See also

@collate( input, filter, replace_inputs | add_inputs, output, [extras,...] )ΒΆ

Purpose:

Use filter to identify common sets of inputs which are to be grouped or collated together:

Each set of inputs which generate identical output and extras using the formatter or regex (regular expression) filters are collated into one job.

This variant of @collate allows additional inputs or dependencies to be added dynamically to the task, with optional string substitution.

add_inputs nests the the original input parameters in a list before adding additional dependencies.

inputs replaces the original input parameters wholescale.
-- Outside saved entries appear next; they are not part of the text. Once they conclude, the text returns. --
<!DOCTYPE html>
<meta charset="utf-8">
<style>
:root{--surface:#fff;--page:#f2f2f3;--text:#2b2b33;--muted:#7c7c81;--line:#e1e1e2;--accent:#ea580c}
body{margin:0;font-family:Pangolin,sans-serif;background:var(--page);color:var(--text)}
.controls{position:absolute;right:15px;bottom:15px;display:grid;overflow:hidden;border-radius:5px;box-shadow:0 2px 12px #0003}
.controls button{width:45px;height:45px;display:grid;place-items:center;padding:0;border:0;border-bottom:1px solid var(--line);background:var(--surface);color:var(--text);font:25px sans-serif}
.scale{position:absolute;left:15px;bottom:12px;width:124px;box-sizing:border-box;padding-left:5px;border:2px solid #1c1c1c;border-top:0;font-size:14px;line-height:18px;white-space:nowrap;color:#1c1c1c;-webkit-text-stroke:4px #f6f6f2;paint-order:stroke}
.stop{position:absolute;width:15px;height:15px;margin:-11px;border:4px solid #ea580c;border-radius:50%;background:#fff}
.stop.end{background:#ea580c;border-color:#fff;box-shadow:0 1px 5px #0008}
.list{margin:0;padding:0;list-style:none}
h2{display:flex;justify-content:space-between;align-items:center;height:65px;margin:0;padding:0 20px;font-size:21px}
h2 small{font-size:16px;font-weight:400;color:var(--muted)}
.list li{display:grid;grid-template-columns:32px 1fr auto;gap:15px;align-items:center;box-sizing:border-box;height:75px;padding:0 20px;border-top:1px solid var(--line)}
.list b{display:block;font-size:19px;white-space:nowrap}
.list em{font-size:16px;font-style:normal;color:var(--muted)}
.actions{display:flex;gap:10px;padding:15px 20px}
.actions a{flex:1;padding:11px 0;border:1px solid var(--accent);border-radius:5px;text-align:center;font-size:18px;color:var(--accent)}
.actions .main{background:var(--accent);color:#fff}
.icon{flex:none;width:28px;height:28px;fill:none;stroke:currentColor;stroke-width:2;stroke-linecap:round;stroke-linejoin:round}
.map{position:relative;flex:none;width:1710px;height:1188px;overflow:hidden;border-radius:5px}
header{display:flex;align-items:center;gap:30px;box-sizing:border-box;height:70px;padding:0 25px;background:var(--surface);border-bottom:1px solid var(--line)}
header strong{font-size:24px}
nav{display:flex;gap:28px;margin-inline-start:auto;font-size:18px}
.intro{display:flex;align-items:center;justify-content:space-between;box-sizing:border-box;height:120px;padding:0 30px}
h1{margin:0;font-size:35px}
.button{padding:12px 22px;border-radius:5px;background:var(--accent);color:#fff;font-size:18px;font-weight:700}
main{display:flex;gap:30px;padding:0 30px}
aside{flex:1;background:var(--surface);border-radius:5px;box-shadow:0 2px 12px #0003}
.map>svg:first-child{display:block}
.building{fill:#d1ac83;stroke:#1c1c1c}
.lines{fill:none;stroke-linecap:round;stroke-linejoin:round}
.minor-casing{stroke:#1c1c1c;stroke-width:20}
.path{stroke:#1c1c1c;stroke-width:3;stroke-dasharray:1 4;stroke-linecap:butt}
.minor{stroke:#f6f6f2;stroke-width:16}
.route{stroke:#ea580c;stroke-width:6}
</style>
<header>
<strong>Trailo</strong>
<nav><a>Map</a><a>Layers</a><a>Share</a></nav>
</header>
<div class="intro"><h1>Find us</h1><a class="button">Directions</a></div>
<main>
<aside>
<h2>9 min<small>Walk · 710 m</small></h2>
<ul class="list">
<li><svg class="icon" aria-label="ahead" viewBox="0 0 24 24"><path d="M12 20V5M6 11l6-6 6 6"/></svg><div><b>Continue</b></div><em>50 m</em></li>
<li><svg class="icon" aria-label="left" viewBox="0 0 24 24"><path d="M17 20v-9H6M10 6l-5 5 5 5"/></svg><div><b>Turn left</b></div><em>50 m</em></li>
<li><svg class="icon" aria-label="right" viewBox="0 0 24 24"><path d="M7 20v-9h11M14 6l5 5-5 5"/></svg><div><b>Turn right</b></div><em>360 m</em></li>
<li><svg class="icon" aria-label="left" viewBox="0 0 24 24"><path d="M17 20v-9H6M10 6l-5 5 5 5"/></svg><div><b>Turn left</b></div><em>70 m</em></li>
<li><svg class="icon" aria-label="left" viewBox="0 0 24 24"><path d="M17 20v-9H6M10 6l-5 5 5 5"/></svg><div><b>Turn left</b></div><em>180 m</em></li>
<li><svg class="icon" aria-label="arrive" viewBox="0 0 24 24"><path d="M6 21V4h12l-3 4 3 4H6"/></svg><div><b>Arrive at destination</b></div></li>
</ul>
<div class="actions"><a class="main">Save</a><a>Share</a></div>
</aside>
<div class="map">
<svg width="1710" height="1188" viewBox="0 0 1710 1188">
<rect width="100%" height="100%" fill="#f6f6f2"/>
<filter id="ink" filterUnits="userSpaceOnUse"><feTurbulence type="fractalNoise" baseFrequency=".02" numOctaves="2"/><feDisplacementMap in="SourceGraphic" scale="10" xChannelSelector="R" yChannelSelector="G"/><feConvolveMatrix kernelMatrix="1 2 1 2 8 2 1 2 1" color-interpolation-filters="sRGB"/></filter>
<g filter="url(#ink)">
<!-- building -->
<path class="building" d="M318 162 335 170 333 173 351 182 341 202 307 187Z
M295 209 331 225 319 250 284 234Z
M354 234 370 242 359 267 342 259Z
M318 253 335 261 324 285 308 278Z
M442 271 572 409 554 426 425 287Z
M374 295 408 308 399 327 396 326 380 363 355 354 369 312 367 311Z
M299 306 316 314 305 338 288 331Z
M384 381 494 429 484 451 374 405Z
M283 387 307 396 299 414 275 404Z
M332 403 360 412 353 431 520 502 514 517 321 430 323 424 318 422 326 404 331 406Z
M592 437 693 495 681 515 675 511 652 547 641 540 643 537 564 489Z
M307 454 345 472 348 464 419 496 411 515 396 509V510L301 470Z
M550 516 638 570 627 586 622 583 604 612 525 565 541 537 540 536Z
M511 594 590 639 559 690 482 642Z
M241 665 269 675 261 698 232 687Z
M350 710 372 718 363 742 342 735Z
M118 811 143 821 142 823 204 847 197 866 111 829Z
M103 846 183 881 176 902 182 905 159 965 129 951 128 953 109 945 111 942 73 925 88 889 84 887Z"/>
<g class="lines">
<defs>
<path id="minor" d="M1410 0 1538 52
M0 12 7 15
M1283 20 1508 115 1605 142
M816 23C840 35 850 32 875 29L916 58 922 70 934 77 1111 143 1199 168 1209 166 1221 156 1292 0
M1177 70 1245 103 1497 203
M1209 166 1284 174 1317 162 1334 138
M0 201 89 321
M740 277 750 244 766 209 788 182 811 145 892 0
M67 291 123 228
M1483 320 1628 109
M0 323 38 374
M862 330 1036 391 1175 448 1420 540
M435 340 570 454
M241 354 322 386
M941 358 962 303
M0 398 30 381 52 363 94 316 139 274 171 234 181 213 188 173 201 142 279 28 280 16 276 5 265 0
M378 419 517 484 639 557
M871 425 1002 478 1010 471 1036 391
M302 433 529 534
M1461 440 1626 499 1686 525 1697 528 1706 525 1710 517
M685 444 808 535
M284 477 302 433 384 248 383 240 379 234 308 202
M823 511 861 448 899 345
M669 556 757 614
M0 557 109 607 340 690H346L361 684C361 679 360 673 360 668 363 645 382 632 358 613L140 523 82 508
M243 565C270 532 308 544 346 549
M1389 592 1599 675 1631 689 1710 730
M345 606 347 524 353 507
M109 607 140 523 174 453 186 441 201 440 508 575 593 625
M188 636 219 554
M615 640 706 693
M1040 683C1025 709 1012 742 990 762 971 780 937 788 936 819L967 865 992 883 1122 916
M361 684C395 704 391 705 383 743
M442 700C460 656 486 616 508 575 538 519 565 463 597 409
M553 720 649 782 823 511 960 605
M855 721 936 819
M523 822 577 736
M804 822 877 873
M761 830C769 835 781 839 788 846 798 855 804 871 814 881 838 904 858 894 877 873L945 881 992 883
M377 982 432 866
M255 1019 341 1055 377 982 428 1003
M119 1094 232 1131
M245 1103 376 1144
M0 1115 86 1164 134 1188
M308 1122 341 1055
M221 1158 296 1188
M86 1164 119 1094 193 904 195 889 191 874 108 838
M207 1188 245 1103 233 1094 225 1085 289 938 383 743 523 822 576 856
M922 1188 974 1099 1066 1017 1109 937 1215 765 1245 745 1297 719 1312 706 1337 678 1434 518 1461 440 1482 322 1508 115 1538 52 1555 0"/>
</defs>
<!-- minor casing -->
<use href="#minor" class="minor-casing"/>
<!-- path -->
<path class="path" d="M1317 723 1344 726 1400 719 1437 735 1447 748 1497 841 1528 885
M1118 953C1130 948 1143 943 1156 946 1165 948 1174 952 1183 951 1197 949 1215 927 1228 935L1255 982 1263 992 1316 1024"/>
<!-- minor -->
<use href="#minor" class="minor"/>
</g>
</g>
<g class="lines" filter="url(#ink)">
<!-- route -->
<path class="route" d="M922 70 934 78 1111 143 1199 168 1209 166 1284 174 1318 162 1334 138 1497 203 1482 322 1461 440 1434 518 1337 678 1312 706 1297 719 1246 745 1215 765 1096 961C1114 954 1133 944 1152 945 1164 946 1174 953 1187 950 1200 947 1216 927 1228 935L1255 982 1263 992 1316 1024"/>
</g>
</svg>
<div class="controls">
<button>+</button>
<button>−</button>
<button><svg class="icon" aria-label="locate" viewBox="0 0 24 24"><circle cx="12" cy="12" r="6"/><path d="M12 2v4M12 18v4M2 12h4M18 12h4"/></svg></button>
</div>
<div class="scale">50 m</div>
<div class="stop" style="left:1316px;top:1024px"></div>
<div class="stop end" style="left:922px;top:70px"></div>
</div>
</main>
This is a many to fewer operation.

Only out of date jobs (comparing input and output files) will be re-run.

Example of add_inputs

regex(r".*(\..+)"), "\1.summary" creates a separate summary file for each suffix. But we also add date of birth data for each species:

animal_files = "tuna.fish", "shark.fish", "dog.mammals", "cat.mammals"
# summarise by file suffix:
@collate(animal_files, regex(r".+\.(.+)$"),  add_inputs(r"\1.date_of_birth"), r'\1.summary')
def summarize(infiles, summary_file):
    pass

This results in the following equivalent function calls:

summarize([ ["shark.fish",  "fish.date_of_birth"   ],
            ["tuna.fish",   "fish.date_of_birth"   ] ], "fish.summary")
summarize([ ["cat.mammals", "mammals.date_of_birth"],
            ["dog.mammals", "mammals.date_of_birth"] ], "mammals.summary")

Example of add_inputs

using inputs(...) will summarise only the dates of births for each species group:

animal_files = "tuna.fish", "shark.fish", "dog.mammals", "cat.mammals"
# summarise by file suffix:
@collate(animal_files, regex(r".+\.(.+)$"),  inputs(r"\1.date_of_birth"), r'\1.summary')
def summarize(infiles, summary_file):
    pass

This results in the following equivalent function calls:

summarize(["fish.date_of_birth"   ], "fish.summary")
summarize(["mammals.date_of_birth"], "mammals.summary")

Parameters:

  • input = tasks_or_file_names

    can be a:

    1. Task / list of tasks.

      File names are taken from the output of the specified task(s)

    2. (Nested) list of file name strings (as in the example above).
      File names containing *[]? will be expanded as a glob.

      E.g.:"a.*" => "a.1", "a.2"

  • filter = matching_regex

    is a python regular expression string, which must be wrapped in a regex indicator object See python regular expression (re) documentation for details of regular expression syntax

  • add_inputs = add_inputs(...) or replace_inputs = inputs(...)

    Specifies the resulting input(s) to each job.

    Positional parameters must be disambiguated by wrapping the values in inputs(...) or an add_inputs(...).

    Named parameters can be passed the values directly.

    Takes:

    1. Task / list of tasks.

      File names are taken from the output of the specified task(s)

    2. (Nested) list of file name strings.

      Strings will be subject to substitution. File names containing *[]? will be expanded as a glob. E.g. "a.*" => "a.1", "a.2"

  • output = output

    Specifies the resulting output file name(s).

  • extras = extras

    Any extra parameters are passed verbatim to the task function

    If you are using named parameters, these can be passed as a list, i.e. extras= [...]

See @collate for more straightforward ways to use collate.